- [DESCRIPTION OF THE TASK]: The complete set of records below must be repeated precisely as given.

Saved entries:
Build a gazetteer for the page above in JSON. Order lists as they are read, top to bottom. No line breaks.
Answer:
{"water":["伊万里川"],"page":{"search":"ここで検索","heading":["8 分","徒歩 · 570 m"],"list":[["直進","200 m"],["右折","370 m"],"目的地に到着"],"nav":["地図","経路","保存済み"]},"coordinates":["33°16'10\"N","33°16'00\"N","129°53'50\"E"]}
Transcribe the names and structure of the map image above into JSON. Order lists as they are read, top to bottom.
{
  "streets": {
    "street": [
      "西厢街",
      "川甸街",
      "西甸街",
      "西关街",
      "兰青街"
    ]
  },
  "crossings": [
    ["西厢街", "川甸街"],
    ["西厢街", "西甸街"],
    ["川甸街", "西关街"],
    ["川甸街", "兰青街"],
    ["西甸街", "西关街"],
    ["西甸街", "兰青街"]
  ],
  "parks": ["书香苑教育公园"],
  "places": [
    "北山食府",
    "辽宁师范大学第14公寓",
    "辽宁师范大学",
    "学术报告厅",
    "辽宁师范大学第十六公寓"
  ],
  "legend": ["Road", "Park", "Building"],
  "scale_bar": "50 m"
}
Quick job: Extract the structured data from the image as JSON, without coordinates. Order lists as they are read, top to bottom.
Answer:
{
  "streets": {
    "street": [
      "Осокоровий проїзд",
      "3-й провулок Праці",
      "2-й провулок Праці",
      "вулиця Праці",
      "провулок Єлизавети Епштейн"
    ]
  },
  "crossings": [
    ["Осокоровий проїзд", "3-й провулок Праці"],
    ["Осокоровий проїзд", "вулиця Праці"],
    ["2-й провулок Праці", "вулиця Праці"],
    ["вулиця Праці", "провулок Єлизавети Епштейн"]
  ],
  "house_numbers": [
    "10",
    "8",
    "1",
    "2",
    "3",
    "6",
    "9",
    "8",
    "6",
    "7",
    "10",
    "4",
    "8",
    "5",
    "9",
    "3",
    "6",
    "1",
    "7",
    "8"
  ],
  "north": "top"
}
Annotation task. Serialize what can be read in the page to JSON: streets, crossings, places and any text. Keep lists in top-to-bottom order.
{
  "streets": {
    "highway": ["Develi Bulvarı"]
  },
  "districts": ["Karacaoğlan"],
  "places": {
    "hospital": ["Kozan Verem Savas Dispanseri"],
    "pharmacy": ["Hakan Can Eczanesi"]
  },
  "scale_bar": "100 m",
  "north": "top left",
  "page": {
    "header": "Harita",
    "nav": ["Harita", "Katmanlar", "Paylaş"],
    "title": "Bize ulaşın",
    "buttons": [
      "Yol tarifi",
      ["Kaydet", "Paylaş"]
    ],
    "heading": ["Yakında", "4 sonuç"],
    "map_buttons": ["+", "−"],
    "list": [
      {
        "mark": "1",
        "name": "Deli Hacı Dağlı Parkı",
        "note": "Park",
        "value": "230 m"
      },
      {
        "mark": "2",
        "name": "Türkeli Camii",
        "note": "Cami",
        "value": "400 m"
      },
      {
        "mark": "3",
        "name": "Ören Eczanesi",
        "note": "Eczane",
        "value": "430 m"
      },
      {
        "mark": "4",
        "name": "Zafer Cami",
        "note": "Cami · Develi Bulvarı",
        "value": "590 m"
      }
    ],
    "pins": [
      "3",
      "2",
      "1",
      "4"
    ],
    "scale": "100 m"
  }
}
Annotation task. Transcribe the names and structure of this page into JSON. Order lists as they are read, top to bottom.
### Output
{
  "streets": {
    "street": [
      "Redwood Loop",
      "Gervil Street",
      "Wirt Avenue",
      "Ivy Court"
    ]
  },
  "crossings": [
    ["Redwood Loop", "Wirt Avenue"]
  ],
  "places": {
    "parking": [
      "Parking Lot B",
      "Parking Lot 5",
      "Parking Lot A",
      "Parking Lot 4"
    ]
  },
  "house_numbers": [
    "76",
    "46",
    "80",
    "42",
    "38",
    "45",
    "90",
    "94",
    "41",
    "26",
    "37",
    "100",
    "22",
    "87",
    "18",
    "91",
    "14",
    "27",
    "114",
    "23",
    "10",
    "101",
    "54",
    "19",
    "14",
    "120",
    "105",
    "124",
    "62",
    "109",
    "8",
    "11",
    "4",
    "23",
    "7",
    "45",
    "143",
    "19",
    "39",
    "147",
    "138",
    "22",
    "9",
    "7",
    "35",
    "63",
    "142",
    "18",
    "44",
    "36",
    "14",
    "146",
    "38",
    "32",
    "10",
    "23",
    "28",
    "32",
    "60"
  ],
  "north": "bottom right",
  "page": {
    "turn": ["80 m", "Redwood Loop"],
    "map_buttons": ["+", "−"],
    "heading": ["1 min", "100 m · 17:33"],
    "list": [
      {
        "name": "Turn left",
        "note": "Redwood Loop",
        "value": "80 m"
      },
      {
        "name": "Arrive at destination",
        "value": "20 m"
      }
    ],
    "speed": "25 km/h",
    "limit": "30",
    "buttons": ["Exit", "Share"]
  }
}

- [REPLY]:
Build a gazetteer for the page above in JSON. Order lists as they are read, top to bottom. No line breaks.
Answer:
{"water":["伊万里川"],"page":{"search":"ここで検索","heading":["8 分","徒歩 · 570 m"],"list":[["直進","200 m"],["右折","370 m"],"目的地に到着"],"nav":["地図","経路","保存済み"]},"coordinates":["33°16'10\"N","33°16'00\"N","129°53'50\"E"]}
Transcribe the names and structure of the map image above into JSON. Order lists as they are read, top to bottom.
{
  "streets": {
    "street": [
      "西厢街",
      "川甸街",
      "西甸街",
      "西关街",
      "兰青街"
    ]
  },
  "crossings": [
    ["西厢街", "川甸街"],
    ["西厢街", "西甸街"],
    ["川甸街", "西关街"],
    ["川甸街", "兰青街"],
    ["西甸街", "西关街"],
    ["西甸街", "兰青街"]
  ],
  "parks": ["书香苑教育公园"],
  "places": [
    "北山食府",
    "辽宁师范大学第14公寓",
    "辽宁师范大学",
    "学术报告厅",
    "辽宁师范大学第十六公寓"
  ],
  "legend": ["Road", "Park", "Building"],
  "scale_bar": "50 m"
}
Quick job: Extract the structured data from the image as JSON, without coordinates. Order lists as they are read, top to bottom.
Answer:
{
  "streets": {
    "street": [
      "Осокоровий проїзд",
      "3-й провулок Праці",
      "2-й провулок Праці",
      "вулиця Праці",
      "провулок Єлизавети Епштейн"
    ]
  },
  "crossings": [
    ["Осокоровий проїзд", "3-й провулок Праці"],
    ["Осокоровий проїзд", "вулиця Праці"],
    ["2-й провулок Праці", "вулиця Праці"],
    ["вулиця Праці", "провулок Єлизавети Епштейн"]
  ],
  "house_numbers": [
    "10",
    "8",
    "1",
    "2",
    "3",
    "6",
    "9",
    "8",
    "6",
    "7",
    "10",
    "4",
    "8",
    "5",
    "9",
    "3",
    "6",
    "1",
    "7",
    "8"
  ],
  "north": "top"
}
Annotation task. Serialize what can be read in the page to JSON: streets, crossings, places and any text. Keep lists in top-to-bottom order.
{
  "streets": {
    "highway": ["Develi Bulvarı"]
  },
  "districts": ["Karacaoğlan"],
  "places": {
    "hospital": ["Kozan Verem Savas Dispanseri"],
    "pharmacy": ["Hakan Can Eczanesi"]
  },
  "scale_bar": "100 m",
  "north": "top left",
  "page": {
    "header": "Harita",
    "nav": ["Harita", "Katmanlar", "Paylaş"],
    "title": "Bize ulaşın",
    "buttons": [
      "Yol tarifi",
      ["Kaydet", "Paylaş"]
    ],
    "heading": ["Yakında", "4 sonuç"],
    "map_buttons": ["+", "−"],
    "list": [
      {
        "mark": "1",
        "name": "Deli Hacı Dağlı Parkı",
        "note": "Park",
        "value": "230 m"
      },
      {
        "mark": "2",
        "name": "Türkeli Camii",
        "note": "Cami",
        "value": "400 m"
      },
      {
        "mark": "3",
        "name": "Ören Eczanesi",
        "note": "Eczane",
        "value": "430 m"
      },
      {
        "mark": "4",
        "name": "Zafer Cami",
        "note": "Cami · Develi Bulvarı",
        "value": "590 m"
      }
    ],
    "pins": [
      "3",
      "2",
      "1",
      "4"
    ],
    "scale": "100 m"
  }
}
Annotation task. Transcribe the names and structure of this page into JSON. Order lists as they are read, top to bottom.
### Output
{
  "streets": {
    "street": [
      "Redwood Loop",
      "Gervil Street",
      "Wirt Avenue",
      "Ivy Court"
    ]
  },
  "crossings": [
    ["Redwood Loop", "Wirt Avenue"]
  ],
  "places": {
    "parking": [
      "Parking Lot B",
      "Parking Lot 5",
      "Parking Lot A",
      "Parking Lot 4"
    ]
  },
  "house_numbers": [
    "76",
    "46",
    "80",
    "42",
    "38",
    "45",
    "90",
    "94",
    "41",
    "26",
    "37",
    "100",
    "22",
    "87",
    "18",
    "91",
    "14",
    "27",
    "114",
    "23",
    "10",
    "101",
    "54",
    "19",
    "14",
    "120",
    "105",
    "124",
    "62",
    "109",
    "8",
    "11",
    "4",
    "23",
    "7",
    "45",
    "143",
    "19",
    "39",
    "147",
    "138",
    "22",
    "9",
    "7",
    "35",
    "63",
    "142",
    "18",
    "44",
    "36",
    "14",
    "146",
    "38",
    "32",
    "10",
    "23",
    "28",
    "32",
    "60"
  ],
  "north": "bottom right",
  "page": {
    "turn": ["80 m", "Redwood Loop"],
    "map_buttons": ["+", "−"],
    "heading": ["1 min", "100 m · 17:33"],
    "list": [
      {
        "name": "Turn left",
        "note": "Redwood Loop",
        "value": "80 m"
      },
      {
        "name": "Arrive at destination",
        "value": "20 m"
      }
    ],
    "speed": "25 km/h",
    "limit": "30",
    "buttons": ["Exit", "Share"]
  }
}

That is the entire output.